Citation:  Applied Engineering in Agriculture. 38(5): 729-739. (doi: 10.13031/aea.14720) @2022
Authors:   Peng fei Zhang, Min feng Huang, Parag P. Sutar, Jian Wang, Qi Zhang, Jian feng Zhang, Zhen zhen Shi
Keywords:   Airflow distribution, Belt dryer, CFD, Fan frequency, Porous media.

Highlights

CFD simulation was done for studying airflow uniformity during drying of aquatic feed in a belt dryer.

The simulation predicted the airflow distribution in different feed layers of the dryer well.

The fan frequency affected the moisture diffusivity and overall drying uniformity.

The fan frequency of 30 Hz resulted in the best drying process.

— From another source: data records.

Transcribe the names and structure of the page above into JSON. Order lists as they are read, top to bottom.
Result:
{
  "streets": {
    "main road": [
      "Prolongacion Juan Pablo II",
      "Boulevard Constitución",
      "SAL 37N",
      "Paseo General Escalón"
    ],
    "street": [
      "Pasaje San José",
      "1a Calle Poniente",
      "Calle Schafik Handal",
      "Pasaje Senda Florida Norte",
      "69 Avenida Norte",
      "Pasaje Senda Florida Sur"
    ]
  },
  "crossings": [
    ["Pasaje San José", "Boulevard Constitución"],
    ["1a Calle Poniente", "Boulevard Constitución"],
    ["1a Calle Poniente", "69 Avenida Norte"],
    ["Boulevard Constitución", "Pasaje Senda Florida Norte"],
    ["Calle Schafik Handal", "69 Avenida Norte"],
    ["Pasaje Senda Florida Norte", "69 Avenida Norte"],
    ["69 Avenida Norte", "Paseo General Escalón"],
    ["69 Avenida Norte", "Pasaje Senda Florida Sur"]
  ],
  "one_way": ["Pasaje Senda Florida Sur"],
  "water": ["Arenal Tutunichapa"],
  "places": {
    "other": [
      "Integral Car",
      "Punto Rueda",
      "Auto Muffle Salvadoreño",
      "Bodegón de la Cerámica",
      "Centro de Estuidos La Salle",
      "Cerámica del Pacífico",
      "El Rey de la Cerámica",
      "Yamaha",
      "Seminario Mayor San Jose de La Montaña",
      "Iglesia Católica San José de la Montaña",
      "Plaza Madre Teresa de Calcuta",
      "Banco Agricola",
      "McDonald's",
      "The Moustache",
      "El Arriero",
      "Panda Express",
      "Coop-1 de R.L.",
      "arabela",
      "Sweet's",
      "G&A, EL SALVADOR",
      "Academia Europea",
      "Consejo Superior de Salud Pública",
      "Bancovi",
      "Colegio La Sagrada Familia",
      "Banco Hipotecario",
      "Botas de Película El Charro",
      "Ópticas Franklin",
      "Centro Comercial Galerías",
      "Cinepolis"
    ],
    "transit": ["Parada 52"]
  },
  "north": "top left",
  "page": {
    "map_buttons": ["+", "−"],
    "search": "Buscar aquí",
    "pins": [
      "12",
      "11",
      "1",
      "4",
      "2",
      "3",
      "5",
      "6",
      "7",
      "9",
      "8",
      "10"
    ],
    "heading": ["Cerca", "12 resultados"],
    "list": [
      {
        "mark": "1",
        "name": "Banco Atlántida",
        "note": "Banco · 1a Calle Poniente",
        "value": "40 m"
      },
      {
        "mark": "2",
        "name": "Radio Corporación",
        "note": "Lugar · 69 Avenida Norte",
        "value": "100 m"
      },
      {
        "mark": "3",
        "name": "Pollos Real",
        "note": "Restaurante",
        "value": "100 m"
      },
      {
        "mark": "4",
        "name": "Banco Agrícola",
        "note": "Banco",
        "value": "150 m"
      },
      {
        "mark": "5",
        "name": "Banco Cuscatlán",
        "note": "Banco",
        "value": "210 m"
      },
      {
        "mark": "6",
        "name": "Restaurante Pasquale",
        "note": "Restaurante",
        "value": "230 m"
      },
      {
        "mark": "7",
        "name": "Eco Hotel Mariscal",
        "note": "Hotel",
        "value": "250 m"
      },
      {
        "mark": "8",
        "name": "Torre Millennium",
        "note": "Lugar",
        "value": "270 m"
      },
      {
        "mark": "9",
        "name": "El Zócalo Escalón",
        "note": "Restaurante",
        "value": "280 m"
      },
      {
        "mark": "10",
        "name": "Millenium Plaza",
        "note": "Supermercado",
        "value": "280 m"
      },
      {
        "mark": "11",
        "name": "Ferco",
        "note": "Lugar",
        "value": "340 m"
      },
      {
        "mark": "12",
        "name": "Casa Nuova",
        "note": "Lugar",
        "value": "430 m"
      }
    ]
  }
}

Abstract. Drying is an essential process in the production of aquatic feed products. Belt dryer is widely used in drying aquatic feed. The uniformity of airflow distribution inside the belt dryer affects the quality of dried products, the dryer efficiency, and energy consumption. Fan frequency was one of the critical factors affecting air distribution inside the dryer. However, the internal airflow distribution inside the belt dryer was not fully investigated, and air velocities were challenging to test accurately. The airflow distribution inside a belt dryer at four different fan frequencies (25, 30, 35, and 40 Hz) was studied with computational fluid dynamics (CFD) simulation and experimental verification. A finite volume method was employed to simulate airflow distribution inside the dryer. The porous medium model was added to improve result accuracy. The results showed that the simulated value of air velocity was consistent with the experimental value. The maximum gap between observed and simulated values was 7.24%, and the minimum was less than 0.1%. The air velocity on the feed layer ranged from 0.34 to 1.10 m s-1 with a standard deviation of up to 0.17 m s-1. When the fan frequency was 30 Hz, air velocity uniformity on the feed layer surfaces could reach the best results.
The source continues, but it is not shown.